Sunday, October 25, 2009

The need to need

About 4:30 on Saturday my good friend B treated me (thank you very much) to Thai Basil on Newbury, where we downed a couple beers and he ordered the crispy duck and I the pad thai, and I told him I just might be going out on Date #2 with Friday-night man, and B rolled his eyes and told me to not stay up all night again (since I had, naturally, shared with him details of Date #1) because I had to be fresh for the concert we were both in on Sunday afternoon....

... and one would think I should listen to B because he's become very sage since having a girlfriend and he thinks all I do is date (ha!) and he furthermore doesn't think many of these dates have been very good for me and then insinuated, because it's October and the seasons are changing and it's a time that people might become more lonely than usual and crave companionship more than usual, that just perhaps that was the reason I was going out on Date #2 even though I had already commented that I wasn't sure of the long-term potential of this situation, and that maybe it would be better if I just went home and got some sleep instead.

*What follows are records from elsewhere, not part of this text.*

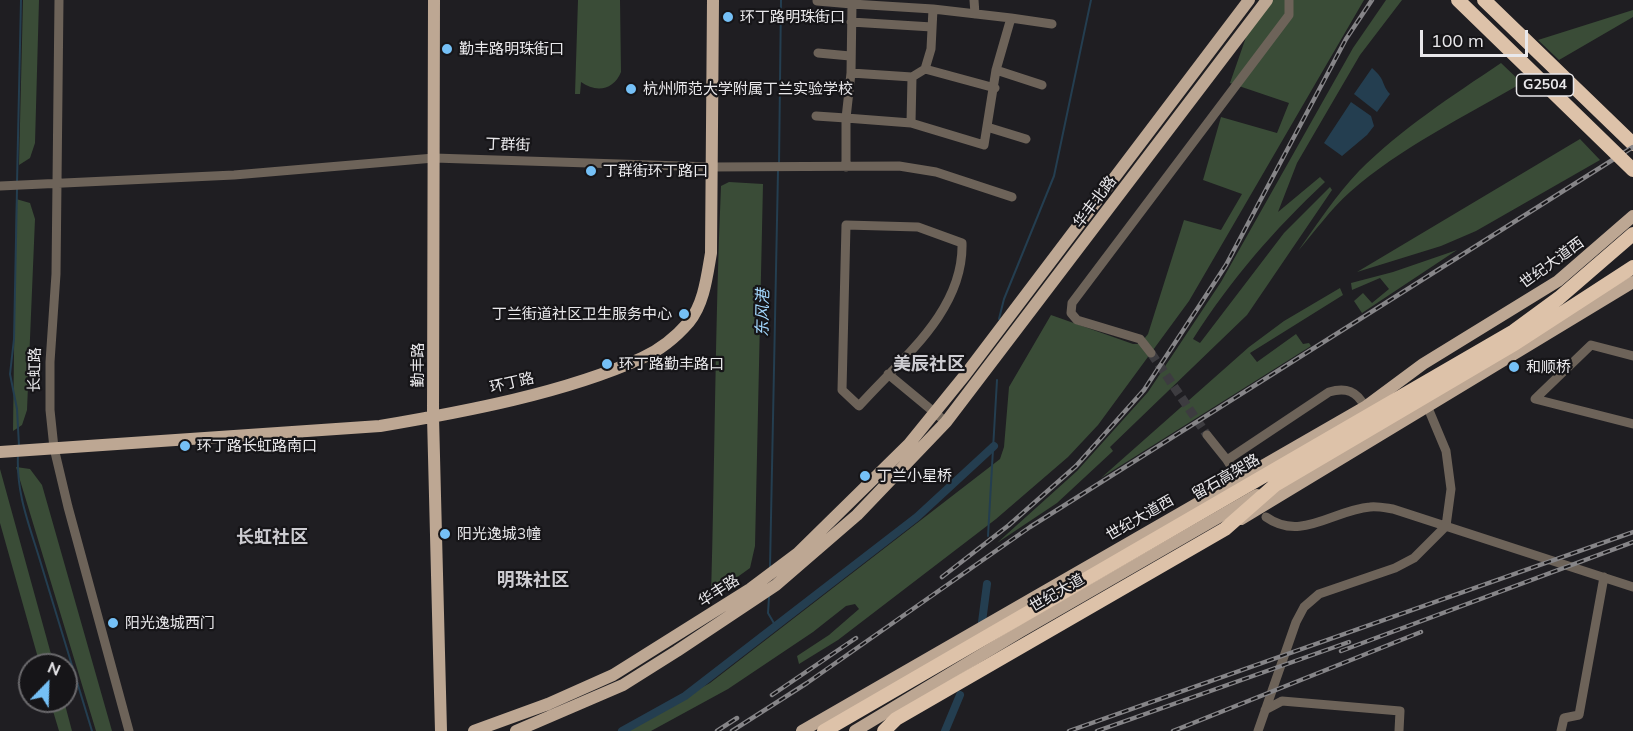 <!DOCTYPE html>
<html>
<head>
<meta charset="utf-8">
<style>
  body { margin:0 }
  #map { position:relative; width:1633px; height:731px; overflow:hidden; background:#1f1e22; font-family:Mulish,sans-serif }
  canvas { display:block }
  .north { position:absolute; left:18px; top:653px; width:60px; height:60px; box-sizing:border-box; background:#161518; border:2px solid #6a696c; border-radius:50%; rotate:23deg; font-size:16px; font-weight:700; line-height:24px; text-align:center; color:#e9e8eb }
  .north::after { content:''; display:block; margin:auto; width:21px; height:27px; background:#75c0f6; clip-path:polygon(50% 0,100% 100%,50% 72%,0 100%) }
  .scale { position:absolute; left:1420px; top:30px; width:108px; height:27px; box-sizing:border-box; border:3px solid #e9e8eb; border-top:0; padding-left:8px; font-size:18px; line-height:21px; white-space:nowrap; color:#e9e8eb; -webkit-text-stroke:4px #161518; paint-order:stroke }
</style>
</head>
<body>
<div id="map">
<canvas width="1633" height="731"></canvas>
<div class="north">N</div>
<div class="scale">100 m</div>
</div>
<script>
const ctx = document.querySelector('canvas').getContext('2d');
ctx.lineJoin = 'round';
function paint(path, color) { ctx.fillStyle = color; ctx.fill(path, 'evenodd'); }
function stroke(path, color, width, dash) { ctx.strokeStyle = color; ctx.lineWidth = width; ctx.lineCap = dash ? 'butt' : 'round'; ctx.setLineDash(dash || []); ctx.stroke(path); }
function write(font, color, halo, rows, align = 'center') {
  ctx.font = font + ' Mulish,"Noto Sans SC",sans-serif'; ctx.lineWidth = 4.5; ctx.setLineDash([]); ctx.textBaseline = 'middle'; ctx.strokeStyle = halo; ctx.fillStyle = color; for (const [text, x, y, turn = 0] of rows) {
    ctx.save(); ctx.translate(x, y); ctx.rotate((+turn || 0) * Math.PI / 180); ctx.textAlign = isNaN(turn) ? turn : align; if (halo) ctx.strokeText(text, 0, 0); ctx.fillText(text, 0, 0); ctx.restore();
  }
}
paint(new Path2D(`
  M23,0H39L35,143L30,158L19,165Z
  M578,0H620L621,72C614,90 596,93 581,82L580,94H575Z
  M1259,0H1364L1189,301L1098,425L1068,457L996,519L838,640L799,664L797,656L829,635L859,609L855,604L846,606L813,632L728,689L651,731H622L710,683L1000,459L1004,447L1009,387L1051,315L1133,344H1140L1148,334L1184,220L1221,230L1242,194L1203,180L1221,117L1277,133L1289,103L1230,83Z
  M1386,0H1402L1360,55L1297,163L1278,212L1320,177L1325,182C1273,231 1232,278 1193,339L1200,343L1284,233L1330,187L1332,190L1247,315L1110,447L1113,451L1057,503L997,543L1077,471L1148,392L1221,282L1353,48Z
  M1633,10V17L1559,60L1538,40Z
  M1501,63L1522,83C1464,117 1401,147 1350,192C1331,209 1315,231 1298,251C1318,223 1336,195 1359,171C1401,129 1452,96 1501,63Z
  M1580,139L1600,160L1476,231L1441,246L1357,272Z
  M729,182L763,184L755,546L750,568L711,596C715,459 715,323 721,186Z
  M16,199L30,203L35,219L27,410L22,425L13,431Z
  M1457,250L1362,313L1354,301L1363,293L1372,303L1389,289L1380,278L1352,290L1351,283L1393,272Z
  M1340,288L1343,295L1250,353L1257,362L1296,334L1303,344L1309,343L1311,346L1101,478L1249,347L1284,321Z
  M16,467L30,469L42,485L112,731H96Z
  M0,469L54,665H40L0,523Z
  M50,701H64L72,731H59Z`), '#3a4c37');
paint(new Path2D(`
  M1372,68C1386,80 1381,84 1390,94L1377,112L1354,94Z
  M1351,102L1371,116L1374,126L1367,135L1342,156L1324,143Z`), '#243e50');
stroke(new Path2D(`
  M779,165L781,0
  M17,183L21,0
  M17,189L14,339L10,374L17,409L19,446
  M999,319L1004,299L1054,176L1091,0
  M18,455C16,496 31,529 42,567C59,622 75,676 92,731
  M988,536L997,380
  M770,567L778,171
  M769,597L768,613L775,625`), '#243e50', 2);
stroke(new Path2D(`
  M982,622L987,584
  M622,731L685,696L917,517L994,446
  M945,731L960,695`), '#243e50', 8);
stroke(new Path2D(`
  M1151,353L1207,435`), '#3d3c40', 9, [9, 4.5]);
stroke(new Path2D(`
  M59,0L56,274L50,362V410L54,448L68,507L129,731
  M974,0L975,14
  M817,1L852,4
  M1011,18L1052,24
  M851,22L932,27
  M818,53L850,56
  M925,69L995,88
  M996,70L1042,85
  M851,73L912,77
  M816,116L846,118L851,73L852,4L933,9L1011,18L996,70L984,145L911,123L846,118V167
  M911,123L912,77L925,69L931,49L933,9
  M987,127L1026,139
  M0,186L234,175L434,158L712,167L899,166L936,172L1012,197
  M846,225L918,227L962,243C964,311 901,359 859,406L842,390Z
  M1151,353L1140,339L1077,320L1071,313L1072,303L1289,15V0
  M1633,356L1591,345L1535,399L1633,424
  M888,374L946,422
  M1207,435L1227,460
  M1236,474L1227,460L1329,392C1346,387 1357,391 1365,407
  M1266,517C1301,542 1333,510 1370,507C1377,506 1386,508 1393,509L1633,587
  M1265,710L1282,701L1400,711L1399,731
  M1258,731L1296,622L1304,607L1319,594L1395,568L1414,558L1446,526L1451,489L1446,451L1428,408
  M1561,731L1564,718L1579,715L1604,577`), '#6d6359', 9);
stroke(new Path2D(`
  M434,0L433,417L441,731
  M0,452L380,426C463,412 565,393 642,358C660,350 676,337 689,322C704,304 707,276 711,253L713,0
  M1241,519L1633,282
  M474,731L548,704L613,675L750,589L798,553L909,444L965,375L1249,0
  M516,731L623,685L677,651L776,585L857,515L946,422L1267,0
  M802,731L1365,407L1423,364L1558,281L1633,216
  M855,731L1021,631L1257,495`), '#bda793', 12);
stroke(new Path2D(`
  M1484,0L1633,144
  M824,731L1514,331L1559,298L1633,234
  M884,731L896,719L1225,529L1275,485L1516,343L1633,267`), '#ddc2a9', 14);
const rail = new Path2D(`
  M942,577L1009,525L1076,466L1144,390L1226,265L1346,39L1372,0
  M1341,651L1633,542
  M772,695L856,638
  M717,731L737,718
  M732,731L807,683L1030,527L1633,147
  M1069,731L1633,532
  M1097,731L1349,642
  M1173,731L1421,632`);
stroke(rail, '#868588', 4.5);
stroke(rail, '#161518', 2, [7]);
stroke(new Path2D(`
  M1458,0L1633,170`), '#ddc2a9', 14);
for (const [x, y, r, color] of [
  [728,17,6,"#75c0f6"],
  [447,49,6,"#75c0f6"],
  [631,89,6,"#75c0f6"],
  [591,171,6,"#75c0f6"],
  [684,314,6,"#75c0f6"],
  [607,364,6,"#75c0f6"],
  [1514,367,6,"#75c0f6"],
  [185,446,6,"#75c0f6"],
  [865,476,6,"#75c0f6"],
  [445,534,6,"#75c0f6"],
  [113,623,6,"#75c0f6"]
]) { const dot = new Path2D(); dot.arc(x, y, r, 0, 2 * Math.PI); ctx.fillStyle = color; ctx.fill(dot); stroke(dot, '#161518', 2); }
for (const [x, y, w] of [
  [1545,85,57]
]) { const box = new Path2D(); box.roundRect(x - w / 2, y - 11, w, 22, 4.5); ctx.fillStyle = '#161518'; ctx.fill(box); stroke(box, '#e9e8eb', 1.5); }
write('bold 14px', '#e9e8eb', null, [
  ["G2504",1545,85]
]);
write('15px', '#e9e8eb', '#161518', [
  ["环丁路明珠街口",740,17],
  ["勤丰路明珠街口",459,49],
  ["杭州师范大学附属丁兰实验学校",643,89],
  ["丁群街环丁路口",603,171],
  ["丁兰街道社区卫生服务中心",672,314,"right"],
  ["环丁路勤丰路口",619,364],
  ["和顺桥",1526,367],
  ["环丁路长虹路南口",197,446],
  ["丁兰小星桥",877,476],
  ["阳光逸城3幢",457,534],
  ["阳光逸城西门",125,623]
], 'left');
write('15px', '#e9e8eb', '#161518', [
  ["丁群街",508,145,2],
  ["华丰北路",1095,202,-53],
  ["世纪大道西",1552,263,-36],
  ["勤丰路",418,365,-90],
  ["长虹路",35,370,-89],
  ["环丁路",512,383,-13],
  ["留石高架路",1226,477,-30],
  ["世纪大道西",1140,518,-30],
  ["华丰路",719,591,-33],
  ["世纪大道",1057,593,-30]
]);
write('italic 16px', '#a3d7fd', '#161518', [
  ["东风港",763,313,-89]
]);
write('bold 18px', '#cdccd1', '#161518', [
  ["美辰社区",929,365],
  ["长虹社区",272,538],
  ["明珠社区",533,581]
]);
</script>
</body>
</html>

I must have had the need to need someone because I didn't listen to B, but did instead go out Date #2 with my younger man who needed more time to freshen up when I arrived to get him so we missed the early movie and and only as we were walking in at 9 p.m. did he mention he was starving so we instead went to get him supper and then hit the 10:15 show, which meant that by the time we walked back across the Boston Common in a downpour sharing one umbrella and I dropped him off and re-parked the car and ate my leftover pad thai and climbed into my bed it was 2 a.m. and I'd have to confess that it was not a bad date but was rather just an OK date and, because I haven't yet decided if my need was worth the resulting fatigue I'll now know for the rest of this week, I'd furthermore admit that B, as usual, was probably on to something.

3 comments:

cousin j said...

gotta support B on this. is young guy or your need for adequate but not great company really greater than an investment of time in you? i'm just a little resentful that he got your time and energy and is not so deserving, you know?

Karin said...

@cousin j. Well, sometimes it takes Date #2 to realize that he was adequate and not-great company. He had been pretty good company on Date #1, it was just ambivalent follow-up (from both of us) which caused me to believe it lacked potential -- not Date #1 in and of itself.

Unknown said...

trust your instinct fair, Karin. (have to echo cousin J and B.)